Count the lines below with the string "strokeStyle" in them. Only the number should be given.

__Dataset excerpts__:
|---|

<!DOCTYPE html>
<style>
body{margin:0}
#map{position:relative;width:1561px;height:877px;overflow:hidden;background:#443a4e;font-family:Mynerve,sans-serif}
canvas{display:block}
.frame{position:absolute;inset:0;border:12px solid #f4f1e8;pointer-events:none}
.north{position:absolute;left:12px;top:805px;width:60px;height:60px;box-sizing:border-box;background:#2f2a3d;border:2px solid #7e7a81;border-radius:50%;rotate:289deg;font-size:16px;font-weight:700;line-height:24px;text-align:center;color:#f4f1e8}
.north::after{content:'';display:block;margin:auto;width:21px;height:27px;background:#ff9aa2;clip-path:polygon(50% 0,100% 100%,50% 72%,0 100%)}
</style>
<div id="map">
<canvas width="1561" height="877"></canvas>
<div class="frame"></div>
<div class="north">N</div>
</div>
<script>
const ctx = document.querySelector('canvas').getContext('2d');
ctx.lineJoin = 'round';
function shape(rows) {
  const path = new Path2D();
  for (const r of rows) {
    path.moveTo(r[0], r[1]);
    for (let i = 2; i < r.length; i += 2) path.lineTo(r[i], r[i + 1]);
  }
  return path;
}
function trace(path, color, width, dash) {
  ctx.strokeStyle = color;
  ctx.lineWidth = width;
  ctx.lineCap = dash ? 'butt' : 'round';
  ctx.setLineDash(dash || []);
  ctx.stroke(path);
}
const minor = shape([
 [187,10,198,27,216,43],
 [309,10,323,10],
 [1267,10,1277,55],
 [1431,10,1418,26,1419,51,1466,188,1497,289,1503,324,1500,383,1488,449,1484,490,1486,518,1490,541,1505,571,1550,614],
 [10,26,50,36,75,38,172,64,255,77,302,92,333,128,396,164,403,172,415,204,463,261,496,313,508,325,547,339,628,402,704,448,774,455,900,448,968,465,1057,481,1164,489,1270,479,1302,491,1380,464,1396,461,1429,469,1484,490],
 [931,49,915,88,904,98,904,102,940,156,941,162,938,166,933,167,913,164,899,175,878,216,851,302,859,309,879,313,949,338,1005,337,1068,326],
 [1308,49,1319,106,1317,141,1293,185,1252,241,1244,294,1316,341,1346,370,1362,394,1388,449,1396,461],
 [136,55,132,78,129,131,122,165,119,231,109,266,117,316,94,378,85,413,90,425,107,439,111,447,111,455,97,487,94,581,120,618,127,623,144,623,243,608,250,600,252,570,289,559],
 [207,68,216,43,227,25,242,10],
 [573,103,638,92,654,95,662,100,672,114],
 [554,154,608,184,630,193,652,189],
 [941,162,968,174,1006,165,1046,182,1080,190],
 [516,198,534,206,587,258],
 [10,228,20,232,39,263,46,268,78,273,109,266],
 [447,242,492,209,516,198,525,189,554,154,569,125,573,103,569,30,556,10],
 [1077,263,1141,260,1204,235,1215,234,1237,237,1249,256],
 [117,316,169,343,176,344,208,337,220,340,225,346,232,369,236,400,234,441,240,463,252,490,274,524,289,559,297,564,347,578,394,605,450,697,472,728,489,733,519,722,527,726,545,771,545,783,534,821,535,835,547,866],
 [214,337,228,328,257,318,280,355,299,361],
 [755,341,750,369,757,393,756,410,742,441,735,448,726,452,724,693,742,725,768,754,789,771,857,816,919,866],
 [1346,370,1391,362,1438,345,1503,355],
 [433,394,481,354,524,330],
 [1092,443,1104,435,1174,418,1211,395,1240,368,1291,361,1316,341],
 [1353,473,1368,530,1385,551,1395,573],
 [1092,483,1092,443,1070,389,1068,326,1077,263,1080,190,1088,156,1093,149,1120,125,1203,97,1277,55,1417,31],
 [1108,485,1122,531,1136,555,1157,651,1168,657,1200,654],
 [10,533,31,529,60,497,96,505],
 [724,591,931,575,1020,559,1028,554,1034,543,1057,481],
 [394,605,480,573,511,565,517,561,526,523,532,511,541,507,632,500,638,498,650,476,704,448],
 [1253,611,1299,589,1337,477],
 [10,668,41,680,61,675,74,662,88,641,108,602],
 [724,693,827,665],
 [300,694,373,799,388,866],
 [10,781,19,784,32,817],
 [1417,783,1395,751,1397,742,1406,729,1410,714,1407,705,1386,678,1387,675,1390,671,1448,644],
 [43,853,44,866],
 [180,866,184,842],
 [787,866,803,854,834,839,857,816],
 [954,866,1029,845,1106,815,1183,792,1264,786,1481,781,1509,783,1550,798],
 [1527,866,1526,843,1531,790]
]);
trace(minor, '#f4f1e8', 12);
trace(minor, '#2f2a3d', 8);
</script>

|---|

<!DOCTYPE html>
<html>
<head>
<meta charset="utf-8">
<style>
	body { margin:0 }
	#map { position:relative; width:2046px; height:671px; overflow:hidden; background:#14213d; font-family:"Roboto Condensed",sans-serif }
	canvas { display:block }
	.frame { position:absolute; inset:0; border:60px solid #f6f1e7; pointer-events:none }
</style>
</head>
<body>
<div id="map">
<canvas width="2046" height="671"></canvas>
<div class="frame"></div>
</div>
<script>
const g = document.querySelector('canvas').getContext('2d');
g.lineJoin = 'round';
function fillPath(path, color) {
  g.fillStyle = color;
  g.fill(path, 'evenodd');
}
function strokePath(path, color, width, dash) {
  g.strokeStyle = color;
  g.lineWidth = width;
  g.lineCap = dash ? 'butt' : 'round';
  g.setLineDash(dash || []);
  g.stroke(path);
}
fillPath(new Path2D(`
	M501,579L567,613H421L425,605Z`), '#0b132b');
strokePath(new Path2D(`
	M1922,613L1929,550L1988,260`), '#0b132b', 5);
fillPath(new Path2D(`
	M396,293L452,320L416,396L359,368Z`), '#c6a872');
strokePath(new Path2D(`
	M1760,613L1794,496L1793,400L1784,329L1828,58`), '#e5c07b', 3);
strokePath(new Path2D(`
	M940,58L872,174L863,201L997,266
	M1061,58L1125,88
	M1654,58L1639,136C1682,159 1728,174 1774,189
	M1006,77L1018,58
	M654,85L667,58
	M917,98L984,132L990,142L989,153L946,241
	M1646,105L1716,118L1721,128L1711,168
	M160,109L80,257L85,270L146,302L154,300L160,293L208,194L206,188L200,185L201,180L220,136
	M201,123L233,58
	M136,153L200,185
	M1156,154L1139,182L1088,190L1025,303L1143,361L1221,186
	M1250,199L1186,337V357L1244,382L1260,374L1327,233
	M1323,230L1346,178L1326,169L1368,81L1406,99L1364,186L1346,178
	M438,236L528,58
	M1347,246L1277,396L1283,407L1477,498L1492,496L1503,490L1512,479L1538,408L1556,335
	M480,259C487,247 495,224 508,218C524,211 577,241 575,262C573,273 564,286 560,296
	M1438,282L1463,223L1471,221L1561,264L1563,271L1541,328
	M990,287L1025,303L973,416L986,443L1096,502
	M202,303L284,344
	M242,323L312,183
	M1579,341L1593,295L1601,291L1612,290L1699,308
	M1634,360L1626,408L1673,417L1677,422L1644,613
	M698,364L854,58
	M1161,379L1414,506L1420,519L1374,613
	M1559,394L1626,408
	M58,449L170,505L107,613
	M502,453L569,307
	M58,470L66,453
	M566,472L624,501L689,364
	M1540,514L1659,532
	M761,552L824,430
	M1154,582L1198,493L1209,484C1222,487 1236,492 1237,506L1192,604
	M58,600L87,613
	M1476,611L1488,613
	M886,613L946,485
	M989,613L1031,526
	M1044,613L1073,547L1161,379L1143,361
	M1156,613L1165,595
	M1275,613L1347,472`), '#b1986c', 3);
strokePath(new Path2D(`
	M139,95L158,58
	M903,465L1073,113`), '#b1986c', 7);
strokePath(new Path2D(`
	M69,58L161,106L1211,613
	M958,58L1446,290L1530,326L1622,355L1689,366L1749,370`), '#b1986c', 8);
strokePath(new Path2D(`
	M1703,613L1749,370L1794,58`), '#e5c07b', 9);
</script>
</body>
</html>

|---|

__ANSWER TO THIS EXERCISE__: 2